Dear followers of this thread,
Finding far too many insecurities during my scanning is really discouraging.
Normal IT staff is not up to it, and technical IT cannot make the difference somehow,
also pro-active hosting is too few and too far in between.
Here an excample where 1600 attempts at canvas fingerprinting were blocked by my chrome extension, read the full story here:
https://forum.avast.com/index.php?topic=177229.0Now theory on best practices and actual practice isn't often in balance.

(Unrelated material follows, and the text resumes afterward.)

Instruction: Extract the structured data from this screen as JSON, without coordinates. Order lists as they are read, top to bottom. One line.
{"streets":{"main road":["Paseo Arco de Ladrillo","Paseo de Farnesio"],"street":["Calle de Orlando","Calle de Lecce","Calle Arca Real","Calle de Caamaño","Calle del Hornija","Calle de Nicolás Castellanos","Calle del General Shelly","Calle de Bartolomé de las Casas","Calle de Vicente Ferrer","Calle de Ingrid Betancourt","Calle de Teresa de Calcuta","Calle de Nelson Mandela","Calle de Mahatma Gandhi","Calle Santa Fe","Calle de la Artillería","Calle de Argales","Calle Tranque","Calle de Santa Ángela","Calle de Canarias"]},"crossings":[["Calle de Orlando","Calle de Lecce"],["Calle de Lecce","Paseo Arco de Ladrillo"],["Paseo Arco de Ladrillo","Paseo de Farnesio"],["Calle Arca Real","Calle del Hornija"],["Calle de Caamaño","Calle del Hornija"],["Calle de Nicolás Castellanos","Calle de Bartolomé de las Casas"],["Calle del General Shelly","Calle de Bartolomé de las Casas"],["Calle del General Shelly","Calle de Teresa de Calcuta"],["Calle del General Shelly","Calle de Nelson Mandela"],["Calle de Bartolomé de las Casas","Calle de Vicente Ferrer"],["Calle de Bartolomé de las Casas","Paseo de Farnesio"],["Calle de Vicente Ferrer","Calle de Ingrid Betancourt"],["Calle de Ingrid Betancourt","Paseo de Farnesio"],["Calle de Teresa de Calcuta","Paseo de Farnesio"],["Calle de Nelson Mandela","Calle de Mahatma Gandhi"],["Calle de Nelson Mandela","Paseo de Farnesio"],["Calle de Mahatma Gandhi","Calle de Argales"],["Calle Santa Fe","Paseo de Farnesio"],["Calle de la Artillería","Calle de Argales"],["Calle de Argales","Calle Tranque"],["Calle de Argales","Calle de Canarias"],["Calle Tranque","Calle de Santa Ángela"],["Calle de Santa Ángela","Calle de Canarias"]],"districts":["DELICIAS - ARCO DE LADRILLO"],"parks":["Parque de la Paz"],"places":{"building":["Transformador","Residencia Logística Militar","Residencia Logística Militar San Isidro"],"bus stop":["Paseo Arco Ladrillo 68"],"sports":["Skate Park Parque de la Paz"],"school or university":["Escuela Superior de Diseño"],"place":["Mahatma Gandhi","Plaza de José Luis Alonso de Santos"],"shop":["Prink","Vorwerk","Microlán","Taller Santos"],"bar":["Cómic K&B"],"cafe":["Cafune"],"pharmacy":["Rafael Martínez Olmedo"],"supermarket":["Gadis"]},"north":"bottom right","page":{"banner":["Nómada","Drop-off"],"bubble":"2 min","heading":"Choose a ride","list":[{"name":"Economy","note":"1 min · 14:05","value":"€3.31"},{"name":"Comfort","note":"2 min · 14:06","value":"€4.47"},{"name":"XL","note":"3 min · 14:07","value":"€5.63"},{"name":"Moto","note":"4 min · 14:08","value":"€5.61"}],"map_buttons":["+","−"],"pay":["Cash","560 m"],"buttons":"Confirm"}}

Here I have a site author that discusses ways to block canvas fingerprinting,
but that very article site breaches your privacy with a so-called Facebook Likebutton
we find tracking us now from many, many a webpage (together with his AddThis friend and Google+ pal).
The Facebook Like-button was neatly replaced by my PrivacyBadger extension inside Google Chrome,
but one sees what experts are preaching and what they actually do online are two different things.
Here is the link to find that button (if you have an extension to set it out).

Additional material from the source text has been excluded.